Over the past several years, federal courts of appeals have asked the BIA to clarify how much support triggers the bar. Is “material support” a term of art that includes any amount of support, even de minimis contributions to foreign terrorist organizations? Or does “material” have independent meaning such that de minimis contributions will not trigger the bar? To resolve this issue, the BIA issued a call for amicus.
HIRC took the call to advocate for asylum seekers unjustly affected by the failure to give meaning to the “materiality” requirement of the bar. These include innocent civilians who give minimal amounts of good or services to rebel or terrorist groups that they dislike or fear but with which they are obligated to interact on a regular basis because the conditions in their home countries offer them no realistic alternative. They also include refugees who have limited dealings with groups they see as their protectors against more abusive, typically governmental, forces, and to which they make contributions that can hardly be considered criminal acts.
Together with the Immigrant Rights Clinic at Texas A & M University School of Law, HIRC filed the brief on behalf of Human Rights First, which issued a comprehensive report in 2006 documenting the harsh consequences of an overly broad material support bar.
The brief makes several arguments as to why the word “material” must be construed narrowly.
First, a failure to give proper weight to the word “material” would violate the Refugee Act of 1980 and fly in the face of the United States’ international obligations. A driving principle of the international Refugee Convention is non-refoulement, the duty not to expel or return (refouler) refugees to their home countries where their lives or freedom would be threatened. In order to avoid the grave consequences of return, U.S. and international law require exclusions from refugee protection to be construed narrowly. A broad reading of the material support bar would undermine that obligation.
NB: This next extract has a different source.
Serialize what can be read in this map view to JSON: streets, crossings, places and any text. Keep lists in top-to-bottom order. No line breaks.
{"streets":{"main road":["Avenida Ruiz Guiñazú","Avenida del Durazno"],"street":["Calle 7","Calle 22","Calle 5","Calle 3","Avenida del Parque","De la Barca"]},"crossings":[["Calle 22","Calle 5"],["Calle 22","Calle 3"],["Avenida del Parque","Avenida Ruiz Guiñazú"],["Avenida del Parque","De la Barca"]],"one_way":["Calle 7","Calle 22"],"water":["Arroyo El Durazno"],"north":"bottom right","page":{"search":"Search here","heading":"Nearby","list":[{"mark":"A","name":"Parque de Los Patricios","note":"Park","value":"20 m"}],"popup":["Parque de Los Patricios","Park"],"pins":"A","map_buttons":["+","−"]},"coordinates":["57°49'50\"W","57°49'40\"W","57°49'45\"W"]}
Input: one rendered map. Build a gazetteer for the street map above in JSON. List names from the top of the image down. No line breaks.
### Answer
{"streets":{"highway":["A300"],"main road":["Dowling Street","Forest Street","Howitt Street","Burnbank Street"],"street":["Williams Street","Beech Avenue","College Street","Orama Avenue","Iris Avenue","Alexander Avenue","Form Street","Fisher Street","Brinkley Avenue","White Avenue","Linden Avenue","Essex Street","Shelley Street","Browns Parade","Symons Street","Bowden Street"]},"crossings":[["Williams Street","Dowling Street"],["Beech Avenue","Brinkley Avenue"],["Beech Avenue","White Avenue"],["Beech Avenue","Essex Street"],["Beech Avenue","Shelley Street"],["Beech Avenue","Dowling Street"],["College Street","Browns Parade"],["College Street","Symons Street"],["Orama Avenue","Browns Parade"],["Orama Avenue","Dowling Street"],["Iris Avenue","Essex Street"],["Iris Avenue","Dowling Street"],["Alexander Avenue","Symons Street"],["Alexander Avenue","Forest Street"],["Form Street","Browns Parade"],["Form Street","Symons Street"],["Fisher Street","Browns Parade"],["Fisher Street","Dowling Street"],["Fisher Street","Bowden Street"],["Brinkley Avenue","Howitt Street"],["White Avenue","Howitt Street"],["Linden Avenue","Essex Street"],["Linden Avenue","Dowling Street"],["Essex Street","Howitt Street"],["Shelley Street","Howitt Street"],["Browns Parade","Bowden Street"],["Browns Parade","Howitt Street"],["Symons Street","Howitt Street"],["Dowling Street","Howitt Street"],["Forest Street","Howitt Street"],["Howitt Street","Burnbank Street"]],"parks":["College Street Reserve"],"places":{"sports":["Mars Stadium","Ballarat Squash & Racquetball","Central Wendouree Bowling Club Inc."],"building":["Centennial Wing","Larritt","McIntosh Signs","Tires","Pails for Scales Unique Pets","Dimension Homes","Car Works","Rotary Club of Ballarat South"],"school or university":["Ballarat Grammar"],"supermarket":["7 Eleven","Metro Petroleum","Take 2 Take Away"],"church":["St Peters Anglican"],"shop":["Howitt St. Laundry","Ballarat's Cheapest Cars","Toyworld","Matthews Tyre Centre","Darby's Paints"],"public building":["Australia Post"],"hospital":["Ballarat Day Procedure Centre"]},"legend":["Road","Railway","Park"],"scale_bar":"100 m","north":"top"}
Moreover, failing to give “material” independent meaning has already unjustly denied protection to victims of terrorism who have been forced to give minimal goods or services to rebel or terrorist groups out of fear or during unavoidable daily activities. Prior BIA decisions hold that duress is not a defense to the material support bar, further exacerbating the injustice that the bar can cause.
Ultimately, the brief argues that a better approach would be to consider the totality of the asylum applicant’s circumstances. Taking into account factors such as individual culpability, the extent of the support, and the nature of activities committed by the terrorist organization would ensure that the material support bar is only applied to individuals who truly pose a danger to the security of the United States, which, after all, is the ultimate purpose of the bar.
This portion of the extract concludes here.